My father picked up a sheet of paper. It trembled in his hand. He brought it close to his face, then held it away and shook his head.
“It’s blurry.”
So Melvin read it to him. It was a Grower’s Pledge. In exchange for receiving seeds for free, the growers promised to propagate them organically, to save seeds from the plants they grew, and to make these new seeds available to other members, also free of charge. Melvin read slowly and carefully. When he finished, he riffled through the stack of pages.
“There’s over forty people right here,” he said. He placed Lloyd’s hand on top of the thick pile. “And more people are sending in pledges every day.”
The small hospital room fell silent. Lloyd looked at the pile of paper in his lap, then looked up at the people assembled there. In a weak voice he whispered, “You’re giving away my seeds?”
In a way I felt sorry for Geek and the rest of them, but it served them right. They didn’t know Lloyd like I did. Didn’t know how stubborn he was, or how controlling. The last thing he’d want was someone else getting fancy ideas about how to run his operation.
Geek looked stricken. He shook his head. “We’re no
t giving them away, Lloyd. People are offering to adopt them. It’s different.” But the confidence had ebbed from his voice, and he did not sound convincing.
Nobody knew what to say. Finally Phoenix spoke up. “Grandpa, it’s so the Terminator won’t get them.”
Lloyd closed his eyes for a long time. Then he sighed. “Momoko?” he said, sounding worn down and defeated.
Everyone turned to look at her.
“She’s asleep,” I said. She was napping in the reclining chair, and I was perched on its arm.
“Wake her up,” Geek said.
So I nudged her. “Mom?” I called into her ear. “Hey, Mom, wake up.” She didn’t move. I looked over at Geek and shrugged. I mean, personally I didn’t care one way or the other, but what was he hoping to accomplish here? If Lloyd couldn’t follow all this, how could she? The part of me that wasn’t feeling sorry for him was feeling pretty smug. See? And you thought you knew them so well. . . .
Then Momoko’s eyes blinked open.
“Grandma,” Phoenix asked, “did you hear Geek’s idea?”
Momoko nodded. “Yes. I like. It’s very nice idea.”
I looked up at the group. “She was sound asleep. She didn’t hear a word.”
But they waited, because at least she was agreeing, and that might be enough to convince Lloyd.
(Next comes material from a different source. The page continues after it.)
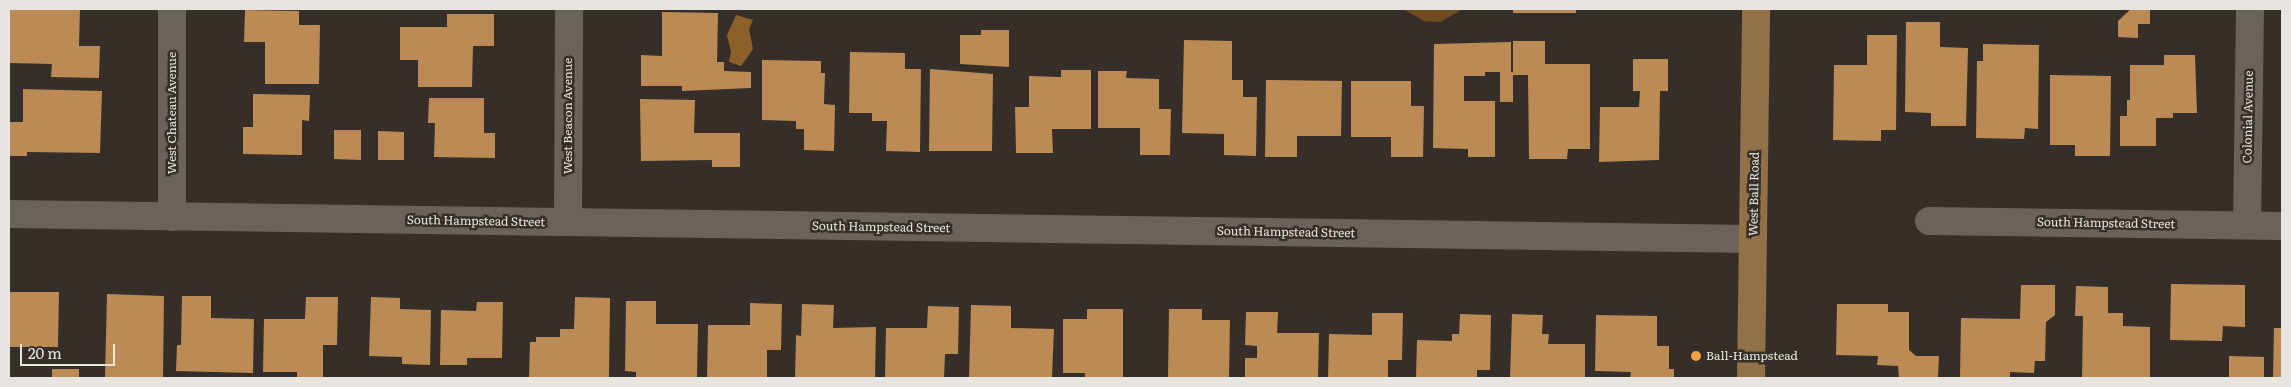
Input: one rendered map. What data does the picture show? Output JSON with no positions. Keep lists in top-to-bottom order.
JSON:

“Very nice idea,” Momoko repeated. “I think so.”
Lloyd roused himself. “Momoko, they want to give away all our seeds!”
She stood then. Scooting herself to the edge of the chair, she got to her feet and shuffled over to Lloyd’s bed. She held on to the metal safety bars and looked down at his unhappy face.
“It is good way.”
“But they’re ours. We have to keep them safe!”
She shook her head. “No. Keeping is not safe. Keeping is danger. Only safe way is letting go. Giving everything away. Freely. Freely.”
She made a gesture with her hands, like she was shooing small children out the door to play, and then she patted his arm. Lloyd closed his eyes and rested his hand on the stack of pledges. The room was still. Then his lips moved. I thought I saw them form the words Pray take these seeds— but it might have been my imagination. When he opened his eyes again and blinked, it was like a long pain was finally breaking, and a clarity suffused his face that made him seem translucent. He looked up at Momoko, then at Geek, then at Melvin, and then slowly his gaze traveled around the room to take in the rest of us.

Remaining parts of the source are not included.